群衆カウント技術を製品化:キャノンが映像解析ソフトウエア”People Counter Pro”を発売

課題
群衆の人数はかつての紅白歌合戦の日本野鳥の会やのような人海戦術やどんぶり勘定が主流でしたが、本サイトでも紹介したように近年の人工知能技術により機械化を進めることが可能になっています。しかし、まだ群衆計測を行う製品はないようです(未確認)。
解決方法
キヤノンは2019年12月19日群衆の人数推定が可能となるr映像解析ソフトウエア”People Counter Pro”の発売を開始しました。この技術は、すでに研究レベルでは可能であることが示されていた群衆計数技術を同社のカメラ技術とくみあわぜて製品化したものです。

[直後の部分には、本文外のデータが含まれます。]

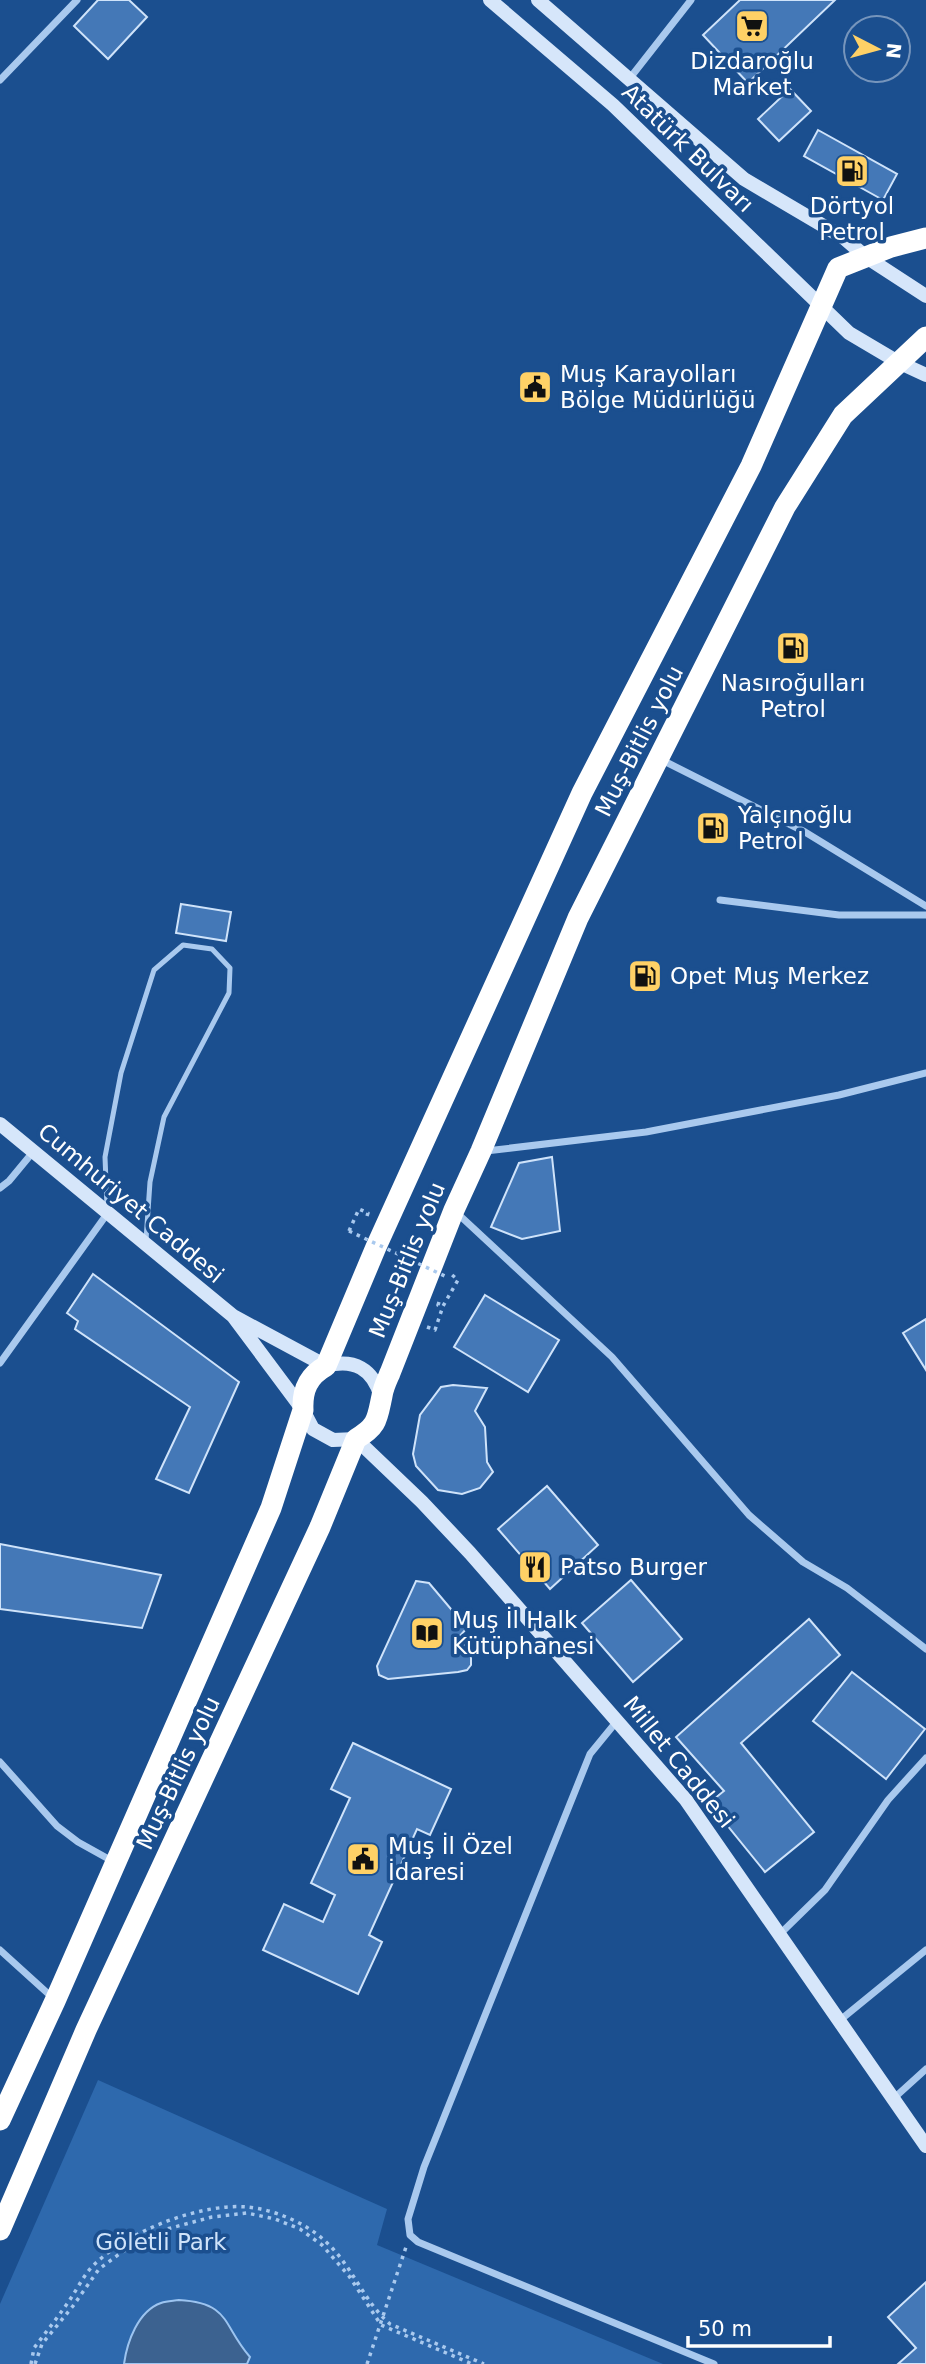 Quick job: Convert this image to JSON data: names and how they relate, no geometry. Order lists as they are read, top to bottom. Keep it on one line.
{"streets":{"highway":["Muş-Bitlis yolu"],"street":["Atatürk Bulvarı","Cumhuriyet Caddesi","Millet Caddesi"]},"crossings":[["Atatürk Bulvarı","Muş-Bitlis yolu"],["Muş-Bitlis yolu","Cumhuriyet Caddesi"],["Muş-Bitlis yolu","Millet Caddesi"],["Cumhuriyet Caddesi","Millet Caddesi"]],"parks":["Göletli Park"],"places":{"supermarket":["Dizdaroğlu Market"],"fuel station":["Dörtyol Petrol","Nasıroğulları Petrol","Yalçınoğlu Petrol","Opet Muş Merkez"],"public building":["Muş Karayolları Bölge Müdürlüğü","Muş İl Özel İdaresi"],"restaurant":["Patso Burger"],"library":["Muş İl Halk Kütüphanesi"]},"scale_bar":"50 m","north":"right"}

この技術は、同社の技術者が深層学習技術に取り組んだ成果で、人間の「頭」の数を数えるもので、他の人間に一部隠れた頭でも検出できるように学習を行っています。最初は、技術者が自ら画像から頭の位置を指定して学習データを作成して、途中からは3DCGで学習データを生成したり、数十万枚の群衆サンプルデータを作成して学習し、精度を高めています。データには、俯角で10度から65度までの様々な角度の学習データを用意するなどして、カメラの位置に依らないカウント精度を確保しています。

また、モデルを軽量化することでGPUだけでなくCPUでも高速に計算を行い、素早く結果を出すことができるようになっています。薄暗い場所でも性能を発揮するために、ノイズ低減技術をカメラ技術者と共同で検討するなど同社ならではの取り組みがあったようです。
どうなったか
この技術により、リアルタイムの人数カウントやすでに撮影したビデオからでのカウントができるようになりました。今後この製品は、人数を可視化ソフトウェアによりリアルタイム表示できるため、マーケティングや大規模イベントの警備のための人数把握に使用できるとしています。

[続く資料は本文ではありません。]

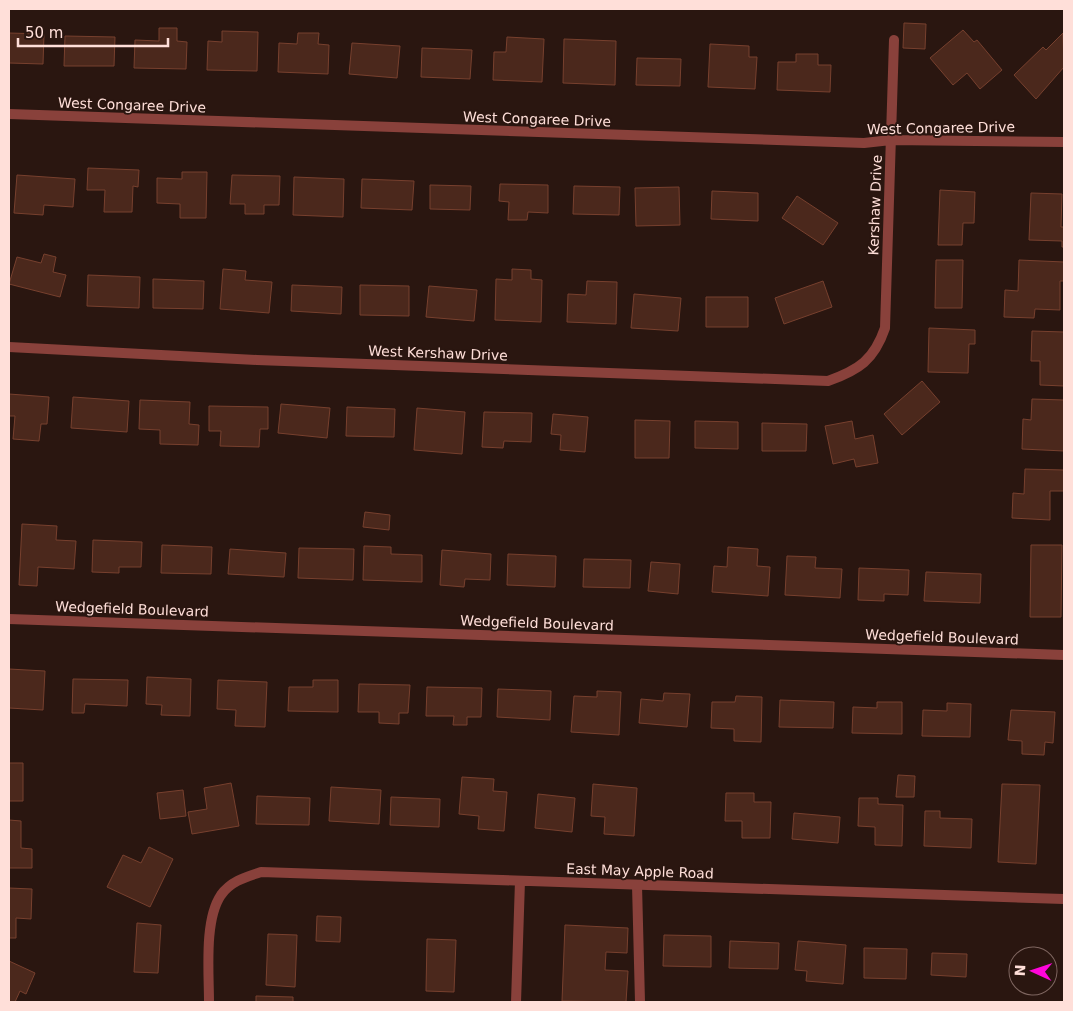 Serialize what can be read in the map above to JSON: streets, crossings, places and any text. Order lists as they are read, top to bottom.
{
  "streets": {
    "street": [
      "West Congaree Drive",
      "Kershaw Drive",
      "West Kershaw Drive",
      "Wedgefield Boulevard",
      "East May Apple Road"
    ]
  },
  "crossings": [
    ["West Congaree Drive", "Kershaw Drive"],
    ["Kershaw Drive", "West Kershaw Drive"]
  ],
  "scale_bar": "50 m",
  "north": "left"
}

日本国内では、キヤノンマーケティングジャパンがこの技術を利用した映像解析ソフトウエア“People Counter Pro”を発売します。価格は要見積ということです。

まとめ
群衆が現れるのは、コミケやライブ会場に限りません。花火イベントではかつて痛ましい事故が起こるなど、群衆の管理は命に関わる場合もあります。群衆の人数を数えること自体コストや労力のかかることだったために、リアルタイムに具体的な人数を把握して、管理することは不可能でした。しかし、群衆警備などでは数値に基づく計画とリアルタイムの再配置が可能になります。

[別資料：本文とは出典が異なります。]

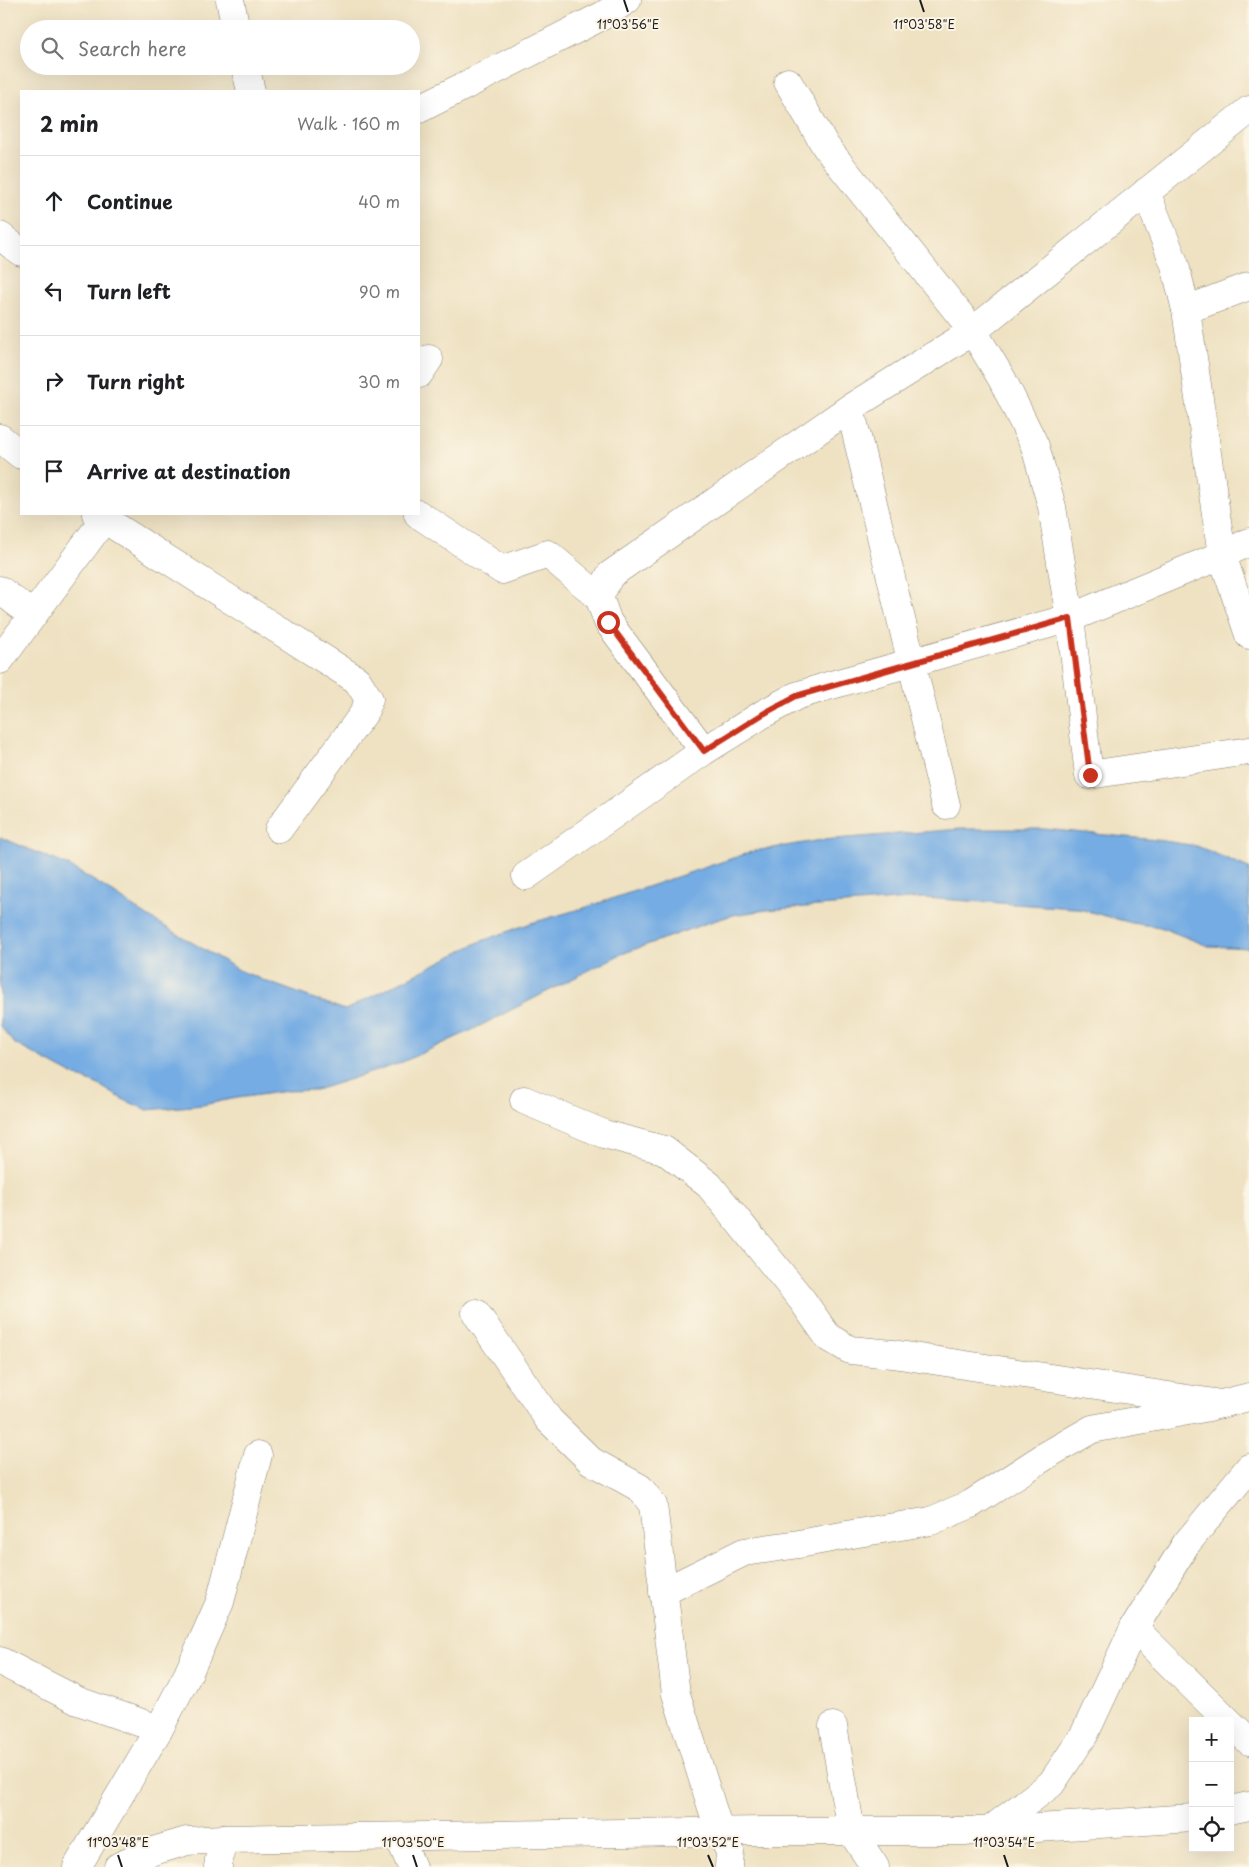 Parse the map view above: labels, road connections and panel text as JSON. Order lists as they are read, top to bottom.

不可能だった技術が手軽に扱えるようになると、見えなかったニーズが顕在化するものです。群衆カウントとそれに伴う社会的変化は、大きな市場を産むかもしれません。
参考資料
- 群衆人数をリアルタイムにカウントできる機能を拡充 映像解析ソフトウエア”People Counter Pro”を発売 [キヤノン]
- AIで実現した群衆人数カウント技術 [キヤノン]
- AIによる群衆カウント:香港デモの参加人数を265,000人と推定 [Marvin.news]
(森裕紀)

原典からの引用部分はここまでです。